Please report every line in the entries that contains the string "poiNames".

##############################

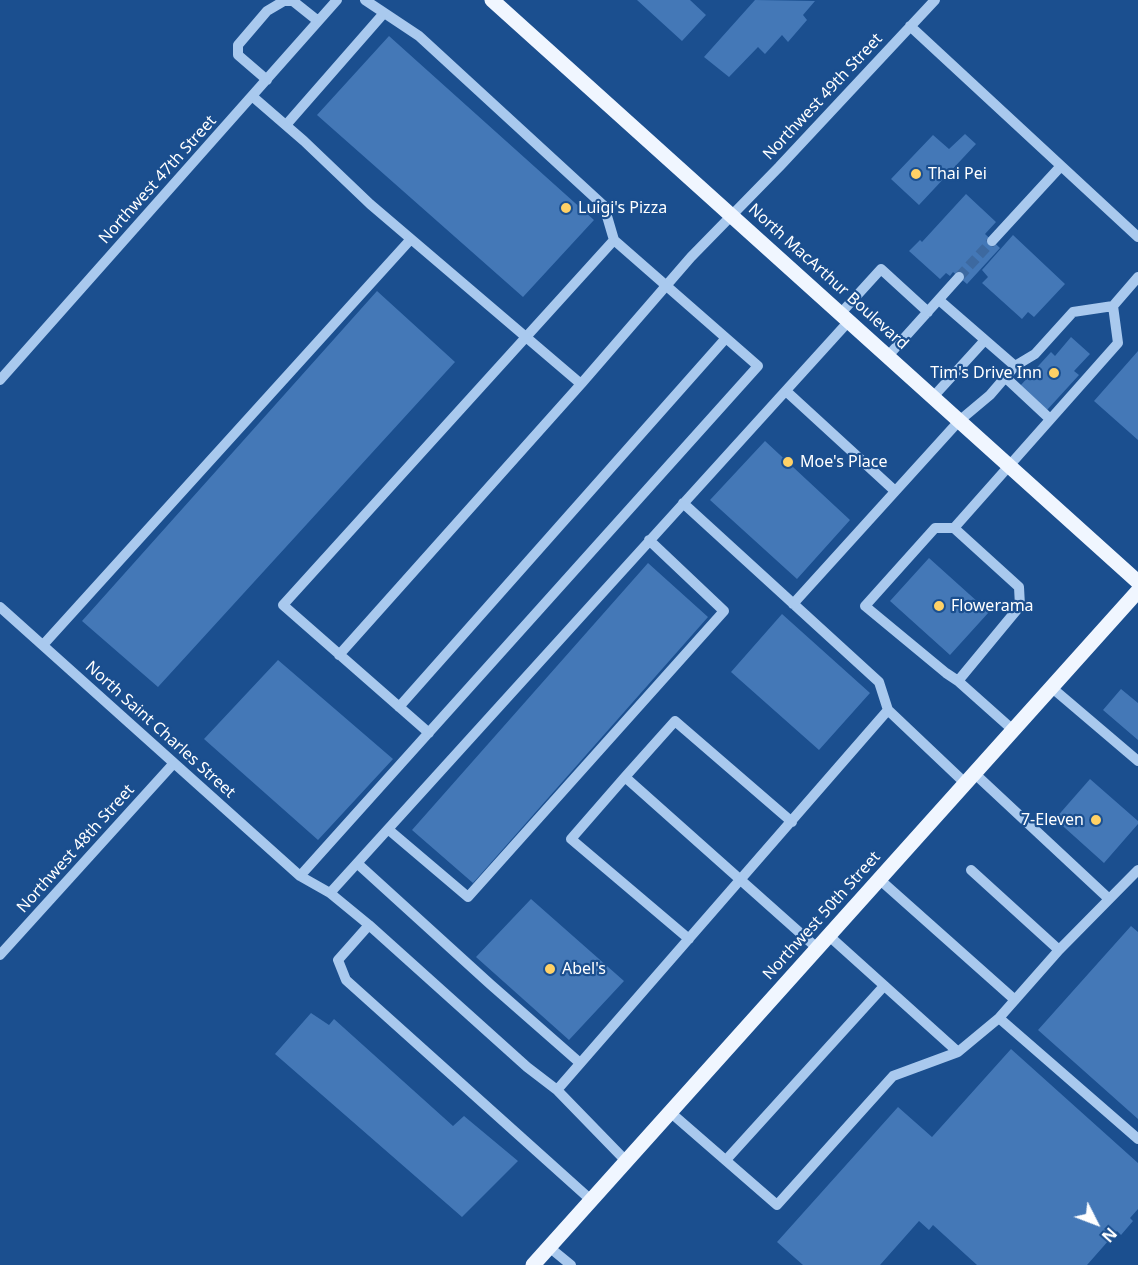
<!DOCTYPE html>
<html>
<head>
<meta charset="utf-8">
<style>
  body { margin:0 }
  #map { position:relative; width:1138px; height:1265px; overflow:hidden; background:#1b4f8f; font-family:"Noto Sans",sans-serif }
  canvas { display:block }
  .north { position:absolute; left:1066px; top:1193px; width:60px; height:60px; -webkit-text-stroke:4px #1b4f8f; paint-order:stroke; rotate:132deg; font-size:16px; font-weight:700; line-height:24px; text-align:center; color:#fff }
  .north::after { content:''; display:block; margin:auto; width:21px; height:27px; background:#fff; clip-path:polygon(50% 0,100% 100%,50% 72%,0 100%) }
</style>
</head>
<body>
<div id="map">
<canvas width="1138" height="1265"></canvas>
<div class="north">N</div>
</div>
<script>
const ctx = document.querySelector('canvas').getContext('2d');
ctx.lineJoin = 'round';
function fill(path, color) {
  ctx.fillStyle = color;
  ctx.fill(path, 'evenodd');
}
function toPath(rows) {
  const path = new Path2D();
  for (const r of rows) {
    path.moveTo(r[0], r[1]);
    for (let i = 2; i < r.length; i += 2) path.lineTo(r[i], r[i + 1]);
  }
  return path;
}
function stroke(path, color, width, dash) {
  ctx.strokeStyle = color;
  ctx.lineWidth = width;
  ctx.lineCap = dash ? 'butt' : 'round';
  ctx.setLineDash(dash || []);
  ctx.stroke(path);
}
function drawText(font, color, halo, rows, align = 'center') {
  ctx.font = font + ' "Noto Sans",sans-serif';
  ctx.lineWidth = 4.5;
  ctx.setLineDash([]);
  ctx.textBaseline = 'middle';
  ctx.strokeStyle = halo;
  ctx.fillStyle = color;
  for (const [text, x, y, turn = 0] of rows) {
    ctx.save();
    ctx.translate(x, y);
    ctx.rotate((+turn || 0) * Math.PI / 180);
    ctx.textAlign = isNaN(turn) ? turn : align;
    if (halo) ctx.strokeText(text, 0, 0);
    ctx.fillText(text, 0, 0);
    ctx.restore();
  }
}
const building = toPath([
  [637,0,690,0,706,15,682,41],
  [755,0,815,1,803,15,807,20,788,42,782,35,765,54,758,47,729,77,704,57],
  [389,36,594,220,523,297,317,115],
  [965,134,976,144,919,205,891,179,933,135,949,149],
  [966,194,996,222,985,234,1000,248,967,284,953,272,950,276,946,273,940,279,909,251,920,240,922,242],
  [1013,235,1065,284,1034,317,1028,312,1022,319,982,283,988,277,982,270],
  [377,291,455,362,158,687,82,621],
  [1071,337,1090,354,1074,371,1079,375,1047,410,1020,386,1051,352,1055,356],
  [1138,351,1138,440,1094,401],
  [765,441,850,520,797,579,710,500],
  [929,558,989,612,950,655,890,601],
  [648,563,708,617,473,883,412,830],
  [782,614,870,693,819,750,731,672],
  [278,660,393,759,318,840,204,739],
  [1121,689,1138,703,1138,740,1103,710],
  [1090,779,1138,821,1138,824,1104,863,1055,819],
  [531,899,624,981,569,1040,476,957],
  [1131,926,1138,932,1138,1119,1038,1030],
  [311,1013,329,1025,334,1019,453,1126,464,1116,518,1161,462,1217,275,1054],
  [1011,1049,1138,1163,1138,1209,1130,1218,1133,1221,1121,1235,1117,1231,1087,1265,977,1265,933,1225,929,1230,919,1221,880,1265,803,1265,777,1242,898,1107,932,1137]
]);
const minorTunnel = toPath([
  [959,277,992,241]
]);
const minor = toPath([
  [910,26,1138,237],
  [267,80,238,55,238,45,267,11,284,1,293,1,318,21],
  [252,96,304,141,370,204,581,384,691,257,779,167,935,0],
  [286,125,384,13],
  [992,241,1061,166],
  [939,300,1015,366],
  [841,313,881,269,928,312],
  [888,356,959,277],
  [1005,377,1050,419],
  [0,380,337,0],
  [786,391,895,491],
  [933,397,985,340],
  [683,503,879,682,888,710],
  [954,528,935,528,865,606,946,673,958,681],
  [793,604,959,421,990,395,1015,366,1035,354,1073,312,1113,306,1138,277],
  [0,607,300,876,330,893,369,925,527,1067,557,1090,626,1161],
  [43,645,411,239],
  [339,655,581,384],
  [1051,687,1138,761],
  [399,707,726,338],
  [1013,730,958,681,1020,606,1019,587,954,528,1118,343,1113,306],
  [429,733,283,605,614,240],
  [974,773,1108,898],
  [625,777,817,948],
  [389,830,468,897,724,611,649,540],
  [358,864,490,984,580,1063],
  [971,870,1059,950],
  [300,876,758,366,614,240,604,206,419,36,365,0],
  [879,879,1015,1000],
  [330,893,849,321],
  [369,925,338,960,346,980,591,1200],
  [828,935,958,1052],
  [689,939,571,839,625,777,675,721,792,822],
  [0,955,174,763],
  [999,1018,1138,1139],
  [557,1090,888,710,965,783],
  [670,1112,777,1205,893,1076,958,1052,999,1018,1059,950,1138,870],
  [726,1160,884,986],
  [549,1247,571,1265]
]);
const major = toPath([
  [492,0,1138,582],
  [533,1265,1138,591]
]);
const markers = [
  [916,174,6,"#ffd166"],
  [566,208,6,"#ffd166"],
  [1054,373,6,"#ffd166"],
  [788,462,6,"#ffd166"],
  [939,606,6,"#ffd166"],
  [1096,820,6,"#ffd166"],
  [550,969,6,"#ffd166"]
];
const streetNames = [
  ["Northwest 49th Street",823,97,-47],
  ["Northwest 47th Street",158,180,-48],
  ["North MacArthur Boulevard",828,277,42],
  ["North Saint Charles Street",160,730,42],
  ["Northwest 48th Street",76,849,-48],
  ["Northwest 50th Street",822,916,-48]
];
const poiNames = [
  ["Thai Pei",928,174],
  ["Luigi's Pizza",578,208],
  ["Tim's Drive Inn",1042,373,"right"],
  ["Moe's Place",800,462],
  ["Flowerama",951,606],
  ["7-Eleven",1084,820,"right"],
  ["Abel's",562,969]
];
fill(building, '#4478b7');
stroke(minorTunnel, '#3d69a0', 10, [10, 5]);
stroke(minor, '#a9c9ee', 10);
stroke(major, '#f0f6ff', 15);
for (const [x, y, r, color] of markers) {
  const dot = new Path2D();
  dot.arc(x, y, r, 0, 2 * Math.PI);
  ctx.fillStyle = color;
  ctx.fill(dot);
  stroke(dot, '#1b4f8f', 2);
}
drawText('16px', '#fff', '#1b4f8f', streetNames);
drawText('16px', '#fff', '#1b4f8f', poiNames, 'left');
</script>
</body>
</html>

##############################

Result for this task →
const poiNames = [
drawText('16px', '#fff', '#1b4f8f', poiNames, 'left');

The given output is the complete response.